De baron giechelde in zijn glas rode wijn. ‘Nee, eigenlijk niet’.

Dat Lichtfield Hans-Heinrich baron Thyssen-Bornemisza de Kaszón in de jaren ’90 zo uitgebreid te spreken kreeg in zijn villa aan de Costa Brava, was volgens hem vooral te danken aan de voorliefde van de baron voor rode wijn. Litchfield: ‘Heini woonde met zijn vijfde vrouw Carmen ‘Tita’ Cervera, een voormalige Spaanse schoonheidskoningin, in een villa die de vorige echtgenoot van Tita, Tarzan-acteur Lex Barker, had laten bouwen. Hij zat verlegen om gezelschap, want dan mocht hij van zijn echtgenote meer vino tinto drinken. Naarmate hij meer dronk, werd hij loslippiger. Hij was geestig en charmant, maar nam het ook niet al te nauw met de waarheid. Via zijn dochter was ik met hem in contact gekomen om zijn biografie te schrijven, maar het werd me al snel duidelijk dat de baron meer geïnteresseerd was in het proces van zijn biografie uitbesteden dan aan in het daadwerkelijke schrijven ervan. Ik schat dat hij minstens vijf andere schrijvers ook opdracht heeft gegeven voor zijn hagiografie, en uiteindelijk verscheen er geen enkele’. Ook niet die van Litchfield, die zijn opdracht weliswaar in 2001, een jaar voor de dood van de baron, vervulde, maar dat manuscript zag nooit het daglicht.

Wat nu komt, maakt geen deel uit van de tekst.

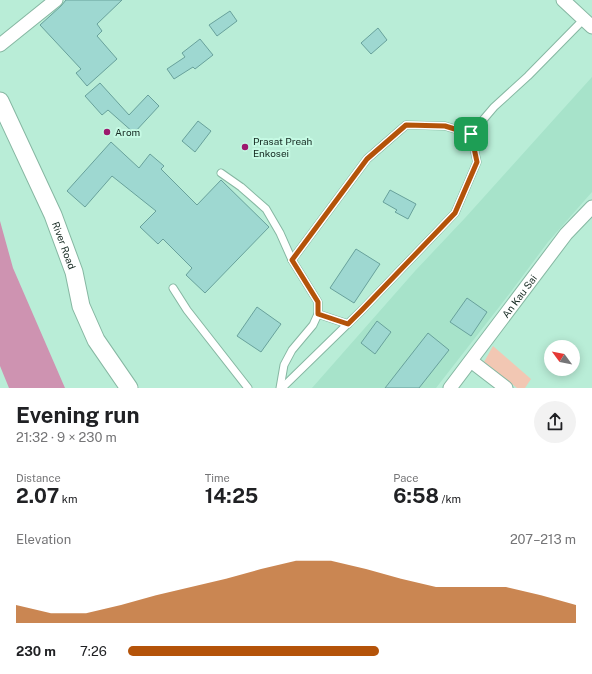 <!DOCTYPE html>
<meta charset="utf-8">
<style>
:root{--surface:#fff;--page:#f2f2f2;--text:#202124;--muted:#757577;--accent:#b45309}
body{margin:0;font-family:"Public Sans",sans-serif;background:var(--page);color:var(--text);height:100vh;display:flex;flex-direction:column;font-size:15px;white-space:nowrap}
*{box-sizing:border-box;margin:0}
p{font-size:13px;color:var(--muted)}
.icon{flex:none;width:22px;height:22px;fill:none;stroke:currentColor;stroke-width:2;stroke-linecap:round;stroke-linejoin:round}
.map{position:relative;height:388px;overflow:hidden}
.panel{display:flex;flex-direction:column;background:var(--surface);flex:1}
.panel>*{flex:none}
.needle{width:26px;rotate:302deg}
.controls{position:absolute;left:544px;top:340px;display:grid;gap:8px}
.controls a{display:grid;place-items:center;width:36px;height:36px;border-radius:50%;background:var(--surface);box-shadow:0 2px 10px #0003;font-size:20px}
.pin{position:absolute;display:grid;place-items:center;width:34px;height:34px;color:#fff;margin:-17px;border-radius:8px;box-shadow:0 2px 6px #0006}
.round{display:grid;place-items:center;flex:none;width:42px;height:42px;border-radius:21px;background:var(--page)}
.headline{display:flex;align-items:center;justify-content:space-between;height:68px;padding:0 16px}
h1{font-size:22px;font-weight:700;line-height:30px}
.stats{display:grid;grid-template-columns:repeat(3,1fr);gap:6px;height:68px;padding:4px 16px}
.stats div{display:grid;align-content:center}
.stats b{font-size:20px;font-weight:700}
.stats small{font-size:11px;font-weight:400}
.stats p{font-size:11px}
.chart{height:112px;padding:8px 16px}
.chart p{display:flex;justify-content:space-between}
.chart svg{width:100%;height:72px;margin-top:4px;fill:var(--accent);opacity:.7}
ul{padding:0 16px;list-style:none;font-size:13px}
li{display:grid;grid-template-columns:64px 48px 1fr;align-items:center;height:30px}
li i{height:10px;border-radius:5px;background:var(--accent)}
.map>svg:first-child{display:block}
</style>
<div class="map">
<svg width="592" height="388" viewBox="0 0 592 388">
<rect width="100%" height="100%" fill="#b9edd7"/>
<polygon fill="#a7e3ca" points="592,77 592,192 548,242 510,293 436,388 312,388 415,271 465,218"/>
<polygon fill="#f2c7b3" points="493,346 531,379 525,388 517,388 484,362"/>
<polygon fill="#ce93b1" points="0,221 13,268 65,388 9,388 0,366"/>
<g fill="#9ed8d1" stroke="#68a19b">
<polygon points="66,0 122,0 97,24 102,31 97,36 117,59 87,86 76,73 81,69 40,25 61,6"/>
<polygon points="230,11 237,21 217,36 209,25"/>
<polygon points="378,28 387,40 371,54 361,43"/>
<polygon points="200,39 213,55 195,69 193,67 174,79 167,69 185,57 182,53"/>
<polygon points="100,83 129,115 148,95 159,106 134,133 108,110 102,115 85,96"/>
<polygon points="198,121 211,131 195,152 182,141"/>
<polygon points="111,142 139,168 150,154 164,166 161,169 197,205 221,180 269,227 205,293 186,275 192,268 163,239 158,244 140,227 156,211 112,176 85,207 67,191"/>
<polygon points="390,190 416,204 408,219 395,212 397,210 383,202"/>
<polygon points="356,249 380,264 354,303 330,288"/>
<polygon points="467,298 487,312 471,336 450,322"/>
<polygon points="257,307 281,324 261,352 237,336"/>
<polygon points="377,321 391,332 375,354 361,343"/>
<polygon points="428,333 449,350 419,388 385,388"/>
</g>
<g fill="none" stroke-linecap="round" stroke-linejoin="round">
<g stroke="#86b7a2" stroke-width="9">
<g id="service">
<polyline points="221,173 241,187 266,209 280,233 292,260 318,302 318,314 313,325 292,350 284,365 280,388"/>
<polyline points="292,260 367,159 406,125 445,126 471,134"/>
<polyline points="173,288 187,310 248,388"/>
<polyline points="318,314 348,324"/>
<polyline points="282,388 362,310 455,213 477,162 471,134 494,107 528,76 584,19"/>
</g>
</g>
<g stroke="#86b7a2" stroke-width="15">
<g id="minor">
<polyline points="563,0 592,27"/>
<polyline points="0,45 56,0"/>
<polyline points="471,361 506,388"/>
<path id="s1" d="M450,388L566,234L592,207"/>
</g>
</g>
<g stroke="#86b7a2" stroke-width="19">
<g id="tertiary">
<path id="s2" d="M0,101L53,215L74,272L81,306L96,340L129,388"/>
</g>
</g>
<use href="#service" stroke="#fff" stroke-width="7"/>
<use href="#minor" stroke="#fff" stroke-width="13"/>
<use href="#tertiary" stroke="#fff" stroke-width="17"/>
</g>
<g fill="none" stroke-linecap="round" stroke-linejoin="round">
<g stroke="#fff" stroke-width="8">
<polygon id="route" points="406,125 445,126 471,134 477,162 455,213 362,310 348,324 318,314 318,302 292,260 367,159"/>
</g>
<use href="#route" stroke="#b45309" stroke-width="5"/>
</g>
<g fill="#9c1a6e" stroke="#c6fae4" stroke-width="1.5">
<circle cx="107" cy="132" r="4"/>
<circle cx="245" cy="147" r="4"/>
</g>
<g text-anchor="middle" stroke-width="4" stroke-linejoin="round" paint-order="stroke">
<g font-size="10" fill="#142820" stroke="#c6fae4" text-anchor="start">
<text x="115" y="136">Arom</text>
<text x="253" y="145">Prasat Preah<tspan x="253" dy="12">Enkosei</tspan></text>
</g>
<g font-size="10" fill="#142820" stroke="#c6fae4">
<text dy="4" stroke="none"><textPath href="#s2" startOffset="158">River Road</textPath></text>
<text dy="4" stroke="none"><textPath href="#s1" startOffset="115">An Kau Sai</textPath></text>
</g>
</g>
</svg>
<div class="controls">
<a><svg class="needle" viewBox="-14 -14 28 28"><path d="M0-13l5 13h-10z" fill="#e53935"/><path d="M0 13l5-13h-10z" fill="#757577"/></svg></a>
</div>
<div class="pin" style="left:471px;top:134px;background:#1e9e55"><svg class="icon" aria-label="arrive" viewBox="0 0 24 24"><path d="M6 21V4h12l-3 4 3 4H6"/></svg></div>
</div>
<section class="panel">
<div class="headline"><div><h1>Evening run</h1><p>21:32 · 9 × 230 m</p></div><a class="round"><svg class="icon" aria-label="share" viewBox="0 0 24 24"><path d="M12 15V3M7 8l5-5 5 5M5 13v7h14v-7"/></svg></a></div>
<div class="stats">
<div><p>Distance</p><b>2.07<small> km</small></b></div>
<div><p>Time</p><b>14:25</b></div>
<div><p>Pace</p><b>6:58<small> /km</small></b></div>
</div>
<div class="chart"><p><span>Elevation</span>207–213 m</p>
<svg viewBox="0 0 160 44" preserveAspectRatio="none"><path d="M0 44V33L10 38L20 38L30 33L40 27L50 22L60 17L70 11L80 6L90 6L100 11L110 17L120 22L130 22L140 22L150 27L160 33V44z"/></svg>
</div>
<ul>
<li><b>230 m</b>7:26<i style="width:56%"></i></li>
</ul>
</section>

Na de dood van Thyssen zette Litchfield zich samen met de Duitse onderzoekster Caroline Schmitz tot een geschiedschrijving van de hele Thyssen-dynastie op basis van de talrijke onthullingen die de baron hem had gedaan. Het boek werd door critici onthaald als éen handboek voor revolutie’. Litchfield: ‘Ik denk dat Heini echt in zijn maag zat met datgene wat zijn familie had uitgespookt en dat hij zijn kant van het verhaal echt kwijt wilde. Ik denk dat hij zijn familie wilde straffen voor hun ongeremde hebzucht’.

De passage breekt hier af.